Jürgen Petry kann es einfach nicht lassen. Grinsend steht der 77-jährige in der Eingangstür ds "Dampschiffs". Dort ist das asiatische Restaurant "Sake" nach vielen Jahren gerade ausgezogen. Nun übernimmt Petry. Er will das kleine Ecklokal zu einer schicken Bar mit excellenter Weinkarte und kleinen kulinarischen Köstlichkeiten machen. Dabei hatte er, der seit über 50 Jahren im Geschäft und damit einer der erfahrensten Gastronomen Saarbrückens ist, vor ein paar Monaten noch etwas ganz anderes vor: Den "Ruhestand geniessen", wie man so schön sagt. Nun, für jeden bedeutet das bekanntlich etwas anderes. "Ruhe" und "(Still)-Stand jedenfalls hält Jürgen Petry nur schwer aus.

Vor Kurzem hat er zwar das "Gasthaus Zahm" direkt gegenüber vom "Dampschiff" abgegeben  -  nach fast 10 Jahren.Aber die Idee vom "reisenden Rentner" entpuppte sich schnell als Schnapsidee. Einen umgebauten VW-Bus gekauft und ganze drei Tage auf Tour in Frankreich gewesen. "Da habe ich ganz schnell, dass das nix für mich ist; die Hitze und die Anstrengung beim Fahren und alles ."Also drehte Jürgen Petry nach gerade mal drei Tagen um Richtung Heimathafen Saarbrücken. Und machte direkt nach seiner Rückkiehr kurzentschlossen die Übernahme des "Dampfschiffes" klar."Das Lokal fand ich imer schon sehr schön", sagt er. Und das Konzept war schnell entwickelt: Leckerer Wein, ein paar ausgewählte Speisen auch unter zehn Euro, Bier vom Fass und nettes Personal sollen das neue, alte "Dampfschiff" zu einer familiären Kneipe für ei Pblikum machen, das es individuell, klein, fein und gemütlich mag. Der dunkle Holztresen nimmt fast ein Drittel des gerade mal 50 Quadratmeter großen Gastraumes ein. Wird es dem "Gasthaus Zahm" gegenüber Konkurrenz machen? Petry verneint. Man werde sich ergänzen.

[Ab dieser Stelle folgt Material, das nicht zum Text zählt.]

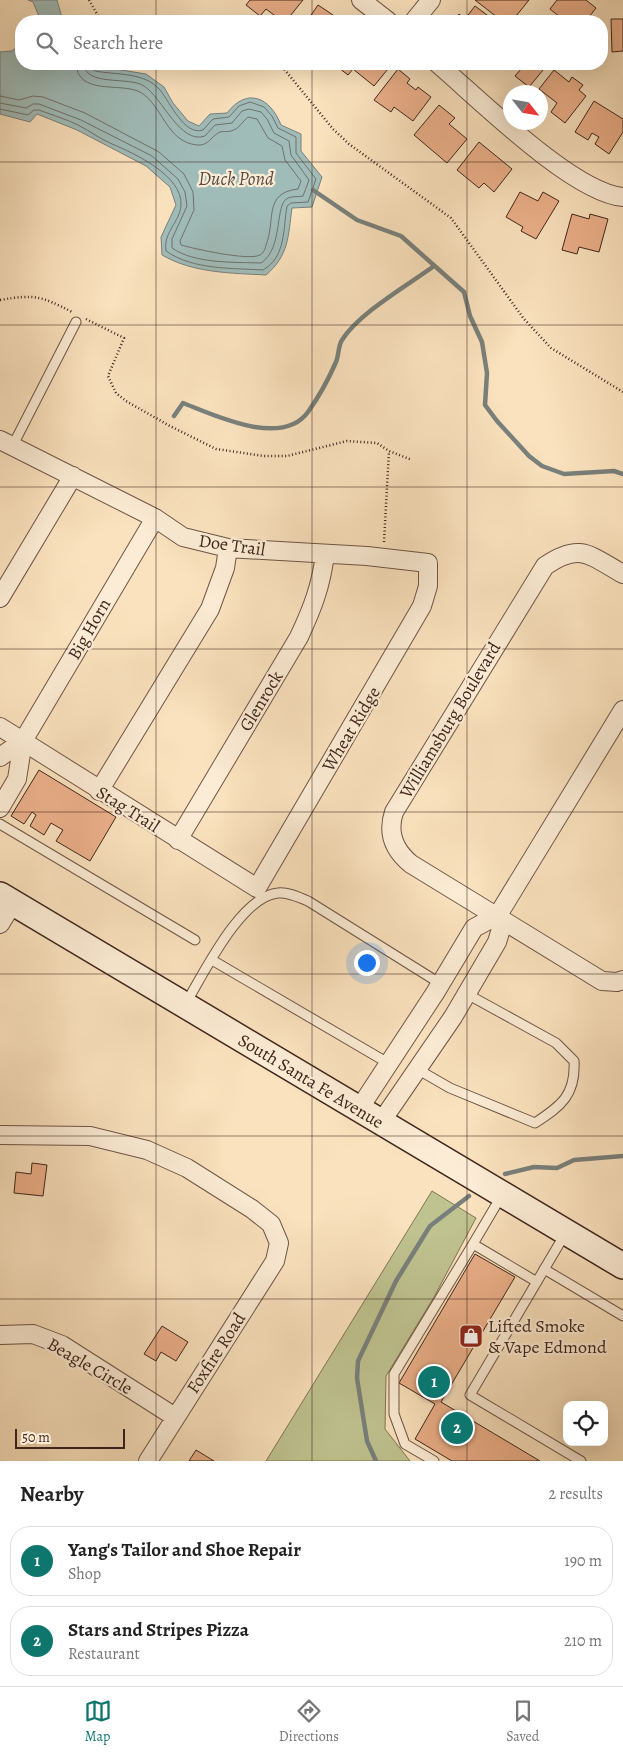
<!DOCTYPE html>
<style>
body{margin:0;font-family:Alegreya,serif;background:#f2f2f2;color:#222}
.controls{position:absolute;right:15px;bottom:15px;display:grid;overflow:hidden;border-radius:10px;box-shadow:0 5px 20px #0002}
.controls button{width:45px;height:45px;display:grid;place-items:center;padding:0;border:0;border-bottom:1px solid #e0e0e0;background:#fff;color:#222;font:25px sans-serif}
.compass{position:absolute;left:503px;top:85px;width:45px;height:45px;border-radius:50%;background:#fff;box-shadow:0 5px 20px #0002;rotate:121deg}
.scale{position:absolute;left:15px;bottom:12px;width:110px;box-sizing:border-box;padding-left:5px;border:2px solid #3f261d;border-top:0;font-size:14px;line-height:18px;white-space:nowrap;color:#3f261d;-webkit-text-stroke:4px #fcecd5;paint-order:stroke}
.you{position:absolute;left:366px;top:962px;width:18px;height:18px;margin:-12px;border:4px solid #fff;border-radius:50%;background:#1a73e8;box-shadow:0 0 0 8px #1a73e833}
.badge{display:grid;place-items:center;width:32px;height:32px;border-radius:50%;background:#0f766e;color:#fff;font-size:16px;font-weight:700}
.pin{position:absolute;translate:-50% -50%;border:2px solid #fff;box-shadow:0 1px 5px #0006}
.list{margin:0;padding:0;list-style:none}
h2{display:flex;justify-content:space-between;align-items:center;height:65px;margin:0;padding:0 20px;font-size:21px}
h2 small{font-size:16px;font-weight:400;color:#767676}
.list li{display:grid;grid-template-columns:32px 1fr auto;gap:15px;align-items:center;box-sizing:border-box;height:70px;margin:0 10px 10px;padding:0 10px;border:1px solid #e0e0e0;border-radius:20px}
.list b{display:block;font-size:19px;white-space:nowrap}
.list p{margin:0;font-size:16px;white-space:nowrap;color:#767676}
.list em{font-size:16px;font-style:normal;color:#767676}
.icon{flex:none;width:28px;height:28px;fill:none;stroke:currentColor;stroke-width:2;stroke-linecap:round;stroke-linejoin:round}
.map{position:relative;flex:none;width:623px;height:1461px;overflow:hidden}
.search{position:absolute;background:#fff;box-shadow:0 5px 20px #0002;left:15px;right:15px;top:15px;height:55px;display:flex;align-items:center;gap:12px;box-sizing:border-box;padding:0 18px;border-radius:20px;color:#767676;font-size:19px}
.sheet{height:225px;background:#fff}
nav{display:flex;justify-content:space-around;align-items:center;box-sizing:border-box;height:70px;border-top:1px solid #e0e0e0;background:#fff;font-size:14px;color:#767676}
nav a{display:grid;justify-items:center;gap:2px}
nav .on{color:#0f766e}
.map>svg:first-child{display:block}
.green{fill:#bfc390;stroke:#7f7456}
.water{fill:#a0bcb9;stroke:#79807b}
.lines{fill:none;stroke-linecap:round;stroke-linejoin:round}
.shore{stroke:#70716b;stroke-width:1}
.stream{stroke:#79807b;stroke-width:4.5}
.building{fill:#ecb08a;stroke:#3f261d}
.service-casing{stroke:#6e5545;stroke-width:11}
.minor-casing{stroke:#6e5545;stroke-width:20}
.secondary-casing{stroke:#3f261d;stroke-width:28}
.path{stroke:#3f261d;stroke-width:2.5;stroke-dasharray:1 2.5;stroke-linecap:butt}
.service{stroke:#fcecd5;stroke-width:9}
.minor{stroke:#fcecd5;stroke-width:18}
.secondary{stroke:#fcecd5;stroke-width:25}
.grid{fill:none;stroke:#3f261d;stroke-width:1;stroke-opacity:0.55}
.labels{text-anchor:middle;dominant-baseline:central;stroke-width:4.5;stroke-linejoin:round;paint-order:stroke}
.street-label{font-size:18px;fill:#3f261d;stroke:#fcecd5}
.poi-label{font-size:18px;fill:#3f261d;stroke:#fcecd5;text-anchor:start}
.water-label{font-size:19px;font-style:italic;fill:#574c44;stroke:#fcecd5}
</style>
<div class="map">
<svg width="623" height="1461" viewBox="0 0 623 1461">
<rect width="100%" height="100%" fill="#fae2be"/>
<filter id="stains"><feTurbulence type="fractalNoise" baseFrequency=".004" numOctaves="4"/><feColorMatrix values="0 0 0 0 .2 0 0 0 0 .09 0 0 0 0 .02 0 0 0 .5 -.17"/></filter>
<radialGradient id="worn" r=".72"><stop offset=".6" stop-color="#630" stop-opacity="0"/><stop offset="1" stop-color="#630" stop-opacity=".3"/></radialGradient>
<path class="green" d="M432 1191 476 1218 434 1297 386 1376 385 1429 410 1461H266Z"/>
<path class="water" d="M28 0H57L63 21H41L33 2Z
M21 44V64H84L146 74 164 87 173 103 188 121 199 126 210 114 227 113C247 87 270 97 281 125L301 134V151L322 177 312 207 292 208C288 237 289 255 266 275 230 273 193 273 162 255L161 237 176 205 170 187 146 166 77 130 37 114 30 122 0 114V52L12 51Z"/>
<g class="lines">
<path class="shore" d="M0 96 19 100 33 96 43 97 85 113 159 152 184 174 193 192 194 210 180 241 181 245C195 249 249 261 260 255 264 253 265 249 266 245 276 220 263 193 298 189L301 181 285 160 282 146 268 138 257 119 248 117C242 122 239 129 231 131 228 132 223 131 220 132 211 136 209 146 197 145 166 142 162 104 140 92 120 82 78 96 76 64
M0 103 26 108 33 104H39L81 120 152 156 178 179 185 192 187 206 172 239V248C195 264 234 262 261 263 284 248 274 204 288 198 293 196 299 197 303 196L309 180 291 155 289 141 274 133 267 119 261 112 249 109 242 111 232 123 215 125 205 136C180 145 162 97 144 86 129 76 85 87 84 64
M0 109 28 115 34 110H39C52 115 66 119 78 125 90 131 100 139 112 144 134 153 183 176 181 205 180 222 163 232 166 251 193 270 232 268 263 270 286 257 283 229 287 206L291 203 308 202 316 179 296 153V137L278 128 272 116 264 107 250 102 239 106 229 117 213 119 203 130C184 136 170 102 160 90 145 72 116 75 95 71L91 68 90 64"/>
<path class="stream" d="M313 190 357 220 401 236 464 292 470 316 482 342 487 373 485 405 497 421 529 456 542 466 564 474 614 471 623 474
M174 416 183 403C214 415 282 448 308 412 318 398 329 378 336 362 339 355 338 346 342 340 359 313 408 285 434 266
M505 1174 534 1167 557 1168 574 1160 623 1156
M376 1461 367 1441 357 1378 358 1361 396 1281 430 1226 469 1196"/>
</g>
<path class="building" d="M250 0H303L286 21H282L266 9 260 16 246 5Z
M475 0H529L512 21H502Z
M557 0H586L596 8 586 21H565L550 9Z
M318 5 333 15 329 21H307Z
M475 6 495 21H453L459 14 465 19Z
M611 19H623V51L612 52Z
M334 64H392L374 86 353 69 348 75Z
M515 64H548L529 87 515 76 521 69Z
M398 69 410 79 407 83 416 90 418 87 431 97 413 121 394 107 391 112 374 100Z
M554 70 569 82 572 77 583 85 579 90 586 96 565 123 551 112 557 103 539 89Z
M594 101 623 119V132L609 154 595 144 599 137 592 133 588 140 575 132Z
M439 105 455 118 449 124 467 139 447 163 414 135Z
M479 142 512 169 494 192 484 183 479 188 457 170Z
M520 192 538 201 543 192 559 201 536 239 521 231 523 227 506 217Z
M572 214 589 219 590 214 608 219 599 252 579 247 577 254 562 250Z
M39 770 116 817 90 861 56 841 63 830 51 823 44 835 30 826 36 815 32 812 24 824 11 816Z
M32 1163 47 1165 43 1196 14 1193 16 1172 31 1174Z
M475 1254 515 1277 441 1402 540 1461H452L415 1439 435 1404 399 1383Z
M162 1326 188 1342 176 1361 161 1352 156 1361 144 1354Z
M196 1450 214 1461H189Z"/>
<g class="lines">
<g class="service-casing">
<path id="service" d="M13 445 76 322
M0 824 195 940
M212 960 388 1063
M186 1003C204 973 241 896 278 893 289 892 298 897 308 901L441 984
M417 1069 450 1088 535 1123C561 1106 576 1095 574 1061L556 1043 467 994
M502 1195 473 1244 537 1282
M565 1234 470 1395 581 1461
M544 1269 623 1316
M434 1461 405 1444 394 1414V1374L473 1244"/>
</g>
<g class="minor-casing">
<path id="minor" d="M361 0 388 21
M414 21 431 0
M438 64C478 98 573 193 623 197
M0 440 155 518 183 537 228 548 367 556 428 563V586L422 606 257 888 0 727
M623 574C589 555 580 542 545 566L394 812C387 833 394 850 411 864L602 981 617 982 623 980
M0 598 73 476
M0 757 23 741
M99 791 210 609 225 568 228 548
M0 808 17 779 23 741 155 518
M178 840 299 637C313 607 321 586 325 554
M0 924 13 903
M359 1109 435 993 474 928 498 915 623 710
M381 1122 453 1017 497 942 501 929 498 915
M0 1135 90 1136 147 1150 187 1168 252 1209 271 1224 279 1243 275 1261 148 1461
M0 1335 33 1334 62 1345 175 1417"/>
</g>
<g class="secondary-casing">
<path id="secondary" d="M0 895 623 1266"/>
</g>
<path class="path" d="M89 0 101 21
M280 64 333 129 349 144 451 218 524 319 551 348 623 392
M0 300C35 294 41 296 72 312
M86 319 124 338 108 376 116 393 126 401 168 425 216 449 264 456H287L347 441 377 443 389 451 412 460
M384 542 389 451"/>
<use href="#service" class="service"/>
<use href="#minor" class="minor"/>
<use href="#secondary" class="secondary"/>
</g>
<path class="grid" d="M156 0V21M312 0V21M467 0V21M156 64V1461M312 64V1461M467 64V1461M0 162H623M0 325H623M0 487H623M0 649H623M0 812H623M0 974H623M0 1136H623M0 1299H623"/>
<defs>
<g id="shop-square" transform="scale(1.25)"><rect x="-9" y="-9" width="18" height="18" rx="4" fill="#8f2418" stroke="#fcecd5"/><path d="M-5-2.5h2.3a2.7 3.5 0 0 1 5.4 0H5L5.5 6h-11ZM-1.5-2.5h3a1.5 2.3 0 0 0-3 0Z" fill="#fff"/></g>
</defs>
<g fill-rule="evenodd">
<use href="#shop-square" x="471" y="1336"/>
</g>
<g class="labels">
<g class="street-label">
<text transform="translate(232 545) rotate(8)">Doe Trail</text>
<text transform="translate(89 629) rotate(-60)">Big Horn</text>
<text transform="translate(261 701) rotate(-59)">Glenrock</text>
<text transform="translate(450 720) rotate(-59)">Williamsburg Boulevard</text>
<text transform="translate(351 729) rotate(-59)">Wheat Ridge</text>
<text transform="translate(128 809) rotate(32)">Stag Trail</text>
<text transform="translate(311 1081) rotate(31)">South Santa Fe Avenue</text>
<text transform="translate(216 1353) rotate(-57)">Foxfire Road</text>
<text transform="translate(90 1366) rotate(30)">Beagle Circle</text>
</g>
<g class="poi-label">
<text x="488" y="1326">Lifted Smoke<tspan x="488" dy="21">&amp; Vape Edmond</tspan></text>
</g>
<g class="water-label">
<text x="236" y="179">Duck Pond</text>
</g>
</g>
<rect width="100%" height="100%" filter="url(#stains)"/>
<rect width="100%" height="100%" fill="url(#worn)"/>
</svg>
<div class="controls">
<button><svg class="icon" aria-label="locate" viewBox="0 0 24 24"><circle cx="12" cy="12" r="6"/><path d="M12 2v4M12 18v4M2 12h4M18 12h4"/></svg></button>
</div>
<svg class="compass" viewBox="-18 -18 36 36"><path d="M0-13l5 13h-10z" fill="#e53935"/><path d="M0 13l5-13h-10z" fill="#767676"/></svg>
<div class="scale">50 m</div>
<div class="you"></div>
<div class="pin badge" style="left:434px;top:1382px">1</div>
<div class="pin badge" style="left:457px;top:1428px">2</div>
<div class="search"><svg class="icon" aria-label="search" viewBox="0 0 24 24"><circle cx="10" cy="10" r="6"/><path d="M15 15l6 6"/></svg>Search here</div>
</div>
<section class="sheet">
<h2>Nearby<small>2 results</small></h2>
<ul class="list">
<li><span class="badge">1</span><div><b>Yang's Tailor and Shoe Repair</b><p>Shop</p></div><em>190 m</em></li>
<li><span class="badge">2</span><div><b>Stars and Stripes Pizza</b><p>Restaurant</p></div><em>210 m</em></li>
</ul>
</section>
<nav>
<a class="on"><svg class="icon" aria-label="map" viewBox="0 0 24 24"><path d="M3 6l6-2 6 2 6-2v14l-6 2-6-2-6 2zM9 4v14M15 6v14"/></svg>Map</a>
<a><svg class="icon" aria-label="directions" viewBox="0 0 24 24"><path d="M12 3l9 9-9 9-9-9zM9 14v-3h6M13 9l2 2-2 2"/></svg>Directions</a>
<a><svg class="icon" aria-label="saved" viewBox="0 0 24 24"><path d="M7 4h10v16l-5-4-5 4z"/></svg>Saved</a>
</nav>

"Ich hatte noch nie eine so kleine Kneipe", lacht Petry. Auch wenn sei legendäres "Sankt J." (heute die "Spitzeria" am St,Johanner Markt) auch nicht sehr viel größer ar. "Ich weiß gar nicht, ob ich damit überhaupt Geld verdienen kann!" Das sei aber auch nicht so wichtig. "Von den fast 20 Läden ("Monsieur Hulot", "Sankt J.", "Ratskeller", "Zapata", "Gemmel", "Schnokeloch", "Café am Schloss", "Adler","Brasserie" und andere) ging es mir nur bei eine einzigen vor allem ums Geld verdienen", erzählt Petry. Nu zieht es ihn also wieder zurück an "seinen" St.Johanner Markt. Das "Dampschiff" bekommt damit einen sehr erfahrenen Kapitän, der schon in vielen Lokalen angedockt hat und gastronomisch Kurs halten kann. Im "Dampschiff" wird derzeit tüchtig gearbeitet. "Ich will am 1.Oktober eröffnen", kündigt Petry an. Und fall er tatsächlich vom Kurs abkommen sollte  -  halb so schlimm. "Ich will natürlich nicht drauflegen, aber ich muss auch nicht mehr das große Geld verdienen", bleibt er gelassen. "Ich mache das, weil es mir nach wie vor großen spaß macht."